Un butin caché à récupérer. Pour son Septième long métrage -sélectionné en compétition Cannoise 2019 -le cinéaste Roumain investi les codes du Polar. Jeux de rôles, humour décalé et clins- d’oeils cinématographiques y font écho à la brutalité et à l’inhumanité , thématique au centre du récit et familière à son œuvre. Jubilatoire …

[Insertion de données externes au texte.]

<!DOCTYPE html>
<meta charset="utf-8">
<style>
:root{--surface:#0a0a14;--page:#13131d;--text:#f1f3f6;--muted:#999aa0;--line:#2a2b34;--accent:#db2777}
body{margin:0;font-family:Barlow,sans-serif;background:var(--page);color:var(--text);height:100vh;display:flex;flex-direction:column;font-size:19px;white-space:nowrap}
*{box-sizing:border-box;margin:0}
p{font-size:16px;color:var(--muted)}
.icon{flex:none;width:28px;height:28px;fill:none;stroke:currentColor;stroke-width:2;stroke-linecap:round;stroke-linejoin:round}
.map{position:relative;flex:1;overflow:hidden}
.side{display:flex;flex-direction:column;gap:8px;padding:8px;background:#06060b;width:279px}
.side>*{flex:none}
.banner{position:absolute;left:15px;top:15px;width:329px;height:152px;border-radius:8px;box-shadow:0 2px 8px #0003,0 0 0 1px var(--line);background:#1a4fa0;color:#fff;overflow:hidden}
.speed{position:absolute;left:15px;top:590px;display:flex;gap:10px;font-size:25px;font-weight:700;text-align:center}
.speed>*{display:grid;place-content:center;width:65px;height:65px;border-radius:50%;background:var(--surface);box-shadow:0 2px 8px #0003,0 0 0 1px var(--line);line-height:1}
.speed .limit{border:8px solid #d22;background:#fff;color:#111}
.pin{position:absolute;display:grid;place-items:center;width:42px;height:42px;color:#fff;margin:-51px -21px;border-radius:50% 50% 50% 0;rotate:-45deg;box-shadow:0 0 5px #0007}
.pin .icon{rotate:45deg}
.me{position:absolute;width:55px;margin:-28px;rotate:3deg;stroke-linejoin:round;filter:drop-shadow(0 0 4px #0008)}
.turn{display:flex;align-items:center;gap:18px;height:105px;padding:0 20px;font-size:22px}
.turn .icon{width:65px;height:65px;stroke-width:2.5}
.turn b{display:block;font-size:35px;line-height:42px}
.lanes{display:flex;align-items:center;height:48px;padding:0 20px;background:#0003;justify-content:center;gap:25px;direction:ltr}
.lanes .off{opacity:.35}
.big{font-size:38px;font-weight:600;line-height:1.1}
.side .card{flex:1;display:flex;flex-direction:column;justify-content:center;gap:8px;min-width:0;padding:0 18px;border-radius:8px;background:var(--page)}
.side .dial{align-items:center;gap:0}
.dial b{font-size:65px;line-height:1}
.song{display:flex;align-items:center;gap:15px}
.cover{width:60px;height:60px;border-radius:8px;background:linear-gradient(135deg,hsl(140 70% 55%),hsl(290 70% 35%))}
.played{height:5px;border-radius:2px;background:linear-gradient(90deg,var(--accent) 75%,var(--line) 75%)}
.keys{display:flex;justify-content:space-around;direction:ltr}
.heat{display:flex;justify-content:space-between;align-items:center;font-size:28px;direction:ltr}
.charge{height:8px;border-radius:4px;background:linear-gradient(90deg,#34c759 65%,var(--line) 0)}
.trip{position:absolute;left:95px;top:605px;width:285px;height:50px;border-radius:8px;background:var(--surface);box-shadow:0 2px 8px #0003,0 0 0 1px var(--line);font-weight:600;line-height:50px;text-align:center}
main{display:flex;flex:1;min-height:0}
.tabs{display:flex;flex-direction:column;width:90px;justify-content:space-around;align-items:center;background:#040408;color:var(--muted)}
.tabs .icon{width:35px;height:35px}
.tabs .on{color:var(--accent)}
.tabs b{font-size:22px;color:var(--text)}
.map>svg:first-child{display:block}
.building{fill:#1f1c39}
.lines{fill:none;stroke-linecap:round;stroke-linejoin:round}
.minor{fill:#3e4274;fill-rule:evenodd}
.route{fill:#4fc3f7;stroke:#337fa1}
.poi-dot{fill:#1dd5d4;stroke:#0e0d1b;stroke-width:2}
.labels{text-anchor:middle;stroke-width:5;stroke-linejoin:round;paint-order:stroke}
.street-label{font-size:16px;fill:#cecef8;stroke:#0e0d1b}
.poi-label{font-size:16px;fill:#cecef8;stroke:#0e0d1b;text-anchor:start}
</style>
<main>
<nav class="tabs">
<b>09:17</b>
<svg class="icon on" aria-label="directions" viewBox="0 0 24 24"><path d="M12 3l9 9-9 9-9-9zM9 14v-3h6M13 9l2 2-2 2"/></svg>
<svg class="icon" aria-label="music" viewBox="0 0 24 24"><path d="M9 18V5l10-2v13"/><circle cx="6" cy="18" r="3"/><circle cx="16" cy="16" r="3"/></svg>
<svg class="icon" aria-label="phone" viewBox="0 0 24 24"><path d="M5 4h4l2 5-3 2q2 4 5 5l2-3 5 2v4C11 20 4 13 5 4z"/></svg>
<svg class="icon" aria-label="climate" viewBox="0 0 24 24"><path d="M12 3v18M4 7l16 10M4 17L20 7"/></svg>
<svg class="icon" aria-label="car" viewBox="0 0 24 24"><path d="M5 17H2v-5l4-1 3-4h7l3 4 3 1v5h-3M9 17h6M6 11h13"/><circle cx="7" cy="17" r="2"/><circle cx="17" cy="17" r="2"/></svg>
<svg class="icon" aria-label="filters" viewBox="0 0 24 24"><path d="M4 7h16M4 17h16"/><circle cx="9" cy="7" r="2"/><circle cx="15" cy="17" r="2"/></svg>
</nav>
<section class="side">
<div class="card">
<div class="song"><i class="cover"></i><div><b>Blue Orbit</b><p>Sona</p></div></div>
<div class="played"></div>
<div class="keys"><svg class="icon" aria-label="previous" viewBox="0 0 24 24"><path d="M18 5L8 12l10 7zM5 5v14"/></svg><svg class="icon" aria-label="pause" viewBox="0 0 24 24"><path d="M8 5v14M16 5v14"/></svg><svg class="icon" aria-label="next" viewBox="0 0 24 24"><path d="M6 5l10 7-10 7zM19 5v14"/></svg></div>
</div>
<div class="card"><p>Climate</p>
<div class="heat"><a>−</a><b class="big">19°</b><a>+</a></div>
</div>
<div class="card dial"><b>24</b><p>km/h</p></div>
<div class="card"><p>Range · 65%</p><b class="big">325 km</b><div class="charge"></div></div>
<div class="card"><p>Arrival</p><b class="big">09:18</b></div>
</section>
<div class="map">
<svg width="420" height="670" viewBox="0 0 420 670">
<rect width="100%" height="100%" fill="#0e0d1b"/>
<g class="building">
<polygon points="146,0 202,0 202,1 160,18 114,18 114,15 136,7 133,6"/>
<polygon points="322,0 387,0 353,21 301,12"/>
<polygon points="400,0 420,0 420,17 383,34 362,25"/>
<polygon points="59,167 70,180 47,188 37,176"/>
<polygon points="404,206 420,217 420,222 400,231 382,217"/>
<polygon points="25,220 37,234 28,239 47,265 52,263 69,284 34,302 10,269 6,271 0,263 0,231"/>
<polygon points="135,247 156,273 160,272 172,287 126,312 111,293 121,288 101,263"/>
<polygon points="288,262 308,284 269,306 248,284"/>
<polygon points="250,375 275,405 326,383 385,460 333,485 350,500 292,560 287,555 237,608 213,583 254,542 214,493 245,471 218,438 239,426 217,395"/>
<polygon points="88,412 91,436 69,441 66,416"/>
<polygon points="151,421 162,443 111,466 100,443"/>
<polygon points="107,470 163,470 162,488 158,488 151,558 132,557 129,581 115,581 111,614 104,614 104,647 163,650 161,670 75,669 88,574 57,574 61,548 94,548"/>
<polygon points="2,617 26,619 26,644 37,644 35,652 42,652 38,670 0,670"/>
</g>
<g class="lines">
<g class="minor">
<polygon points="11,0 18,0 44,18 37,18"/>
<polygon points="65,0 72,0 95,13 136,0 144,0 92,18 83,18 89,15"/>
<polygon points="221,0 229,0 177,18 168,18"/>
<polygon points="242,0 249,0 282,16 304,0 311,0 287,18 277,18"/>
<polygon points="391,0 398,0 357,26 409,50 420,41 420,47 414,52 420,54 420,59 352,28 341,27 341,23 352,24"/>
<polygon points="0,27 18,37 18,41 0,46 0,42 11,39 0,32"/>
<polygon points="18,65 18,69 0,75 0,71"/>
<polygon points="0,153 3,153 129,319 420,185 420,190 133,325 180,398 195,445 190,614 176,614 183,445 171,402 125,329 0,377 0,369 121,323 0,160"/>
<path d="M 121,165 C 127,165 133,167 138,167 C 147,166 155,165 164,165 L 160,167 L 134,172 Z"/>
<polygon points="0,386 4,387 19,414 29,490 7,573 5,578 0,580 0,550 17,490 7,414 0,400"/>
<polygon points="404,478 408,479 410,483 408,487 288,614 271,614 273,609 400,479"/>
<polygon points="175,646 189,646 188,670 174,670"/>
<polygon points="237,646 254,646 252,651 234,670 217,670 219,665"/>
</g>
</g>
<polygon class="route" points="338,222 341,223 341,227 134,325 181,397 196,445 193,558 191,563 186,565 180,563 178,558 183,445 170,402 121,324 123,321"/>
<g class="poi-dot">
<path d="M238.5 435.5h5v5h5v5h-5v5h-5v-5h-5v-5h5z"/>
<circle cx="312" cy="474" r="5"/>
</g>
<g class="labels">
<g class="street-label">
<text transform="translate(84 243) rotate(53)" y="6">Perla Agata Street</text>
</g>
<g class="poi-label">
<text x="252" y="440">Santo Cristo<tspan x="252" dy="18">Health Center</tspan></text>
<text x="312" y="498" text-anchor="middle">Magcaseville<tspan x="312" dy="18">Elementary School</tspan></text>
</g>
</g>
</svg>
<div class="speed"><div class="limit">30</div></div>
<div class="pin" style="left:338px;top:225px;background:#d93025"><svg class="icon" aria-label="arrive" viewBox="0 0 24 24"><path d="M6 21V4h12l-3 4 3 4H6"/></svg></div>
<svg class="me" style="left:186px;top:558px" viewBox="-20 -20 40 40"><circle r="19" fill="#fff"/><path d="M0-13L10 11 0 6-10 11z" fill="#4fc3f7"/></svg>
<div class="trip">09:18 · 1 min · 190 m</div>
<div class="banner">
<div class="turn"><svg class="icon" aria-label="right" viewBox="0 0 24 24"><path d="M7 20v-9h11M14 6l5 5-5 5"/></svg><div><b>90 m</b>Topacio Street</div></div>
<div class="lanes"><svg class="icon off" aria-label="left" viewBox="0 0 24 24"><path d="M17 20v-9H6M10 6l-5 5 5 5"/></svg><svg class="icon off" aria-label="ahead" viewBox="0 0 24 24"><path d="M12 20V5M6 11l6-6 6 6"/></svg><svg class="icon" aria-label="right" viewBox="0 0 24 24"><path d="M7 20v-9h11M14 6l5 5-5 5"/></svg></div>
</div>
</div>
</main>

Cristi ( Vlad Ivanov) , policier Roumain corrompu , débarque aux îles Canaries en charge d’y démêler l’affaire du butin du blanchissement de l’argent sale de la drogue, objet d’un trafic international en liaison avec la Mafia Vénézuélienne. Sa mission : aider un groupe mafieux à faire évader Zsolt ( Sabin Tambrea) , un de leurs membres emprisonné qui est le seul à connaître la « planque » du butin convoité. Mais on s’apercevra très vite que l’affaire n’est pas si simple que ça !. Le cinéaste s’il change ici de registre, , reste fidèle à la thématique de son œuvre sur les effets du pouvoir et de la Corruption. Celle dont il a exploré dès son premier long métrage: 12h 08 , à l’Est de Bucarest ( 2006) , le constat sur un pouvoir dominateur et répressif de l’ère Ceaucescu , et que prolongeait au sortir de celle-ci , dans Policier, adjectif ( 2009 ) , son flic idéaliste se battant pour « une justice juste, et contre la corruption ». Mais , les temps changent et ce qui était – hier – révélateur d’un espoir consécutif à une oppression trop longtemps subie, a désormais, laissé place à la désillusion. Et à un retour à une cette même « déshumanisation » dont les effets d’hier, se prolongent aujourd’hui au cœur d’un système mondialisé de rapports de forces et de pouvoir nouveau . Ce « jeu de pouvoir permanent », dans le quel son héros policier désabusé , Cristi, va se retrouver immergé . C’est » un personnage complexe, il pense au départ contrôler les choses mais il se trompe car très vite il est pris dans une tempête, un triangle, un vertige. Il n’est plus maître de son destin… », explique le cinéaste . L’idéalisme d’hier battu en brèche par la corruption généralisée, ayant laissé place à la confusion …et à une complicité avec celle-ci !. Entre gangsters mafieux et flics véreux , les frontières deviennent de plus en plus opaques et , au jeu de rôles et du « qui manipule qui ? », bien malin qui saura dénouer le fil . Le récit porté par la belle idée scénaristique d’un « code » de langage de tradition ancestrale , va devenir le « nec plus ultra » de l’enjeu permettant de brouiller les pistes et de défier les moyens modernes de surveillance et de communication , afin de s’emparer du butin tant convoité . Le « pied de nez « au technologies est jubilatoire , et la mise en abîme passionnante …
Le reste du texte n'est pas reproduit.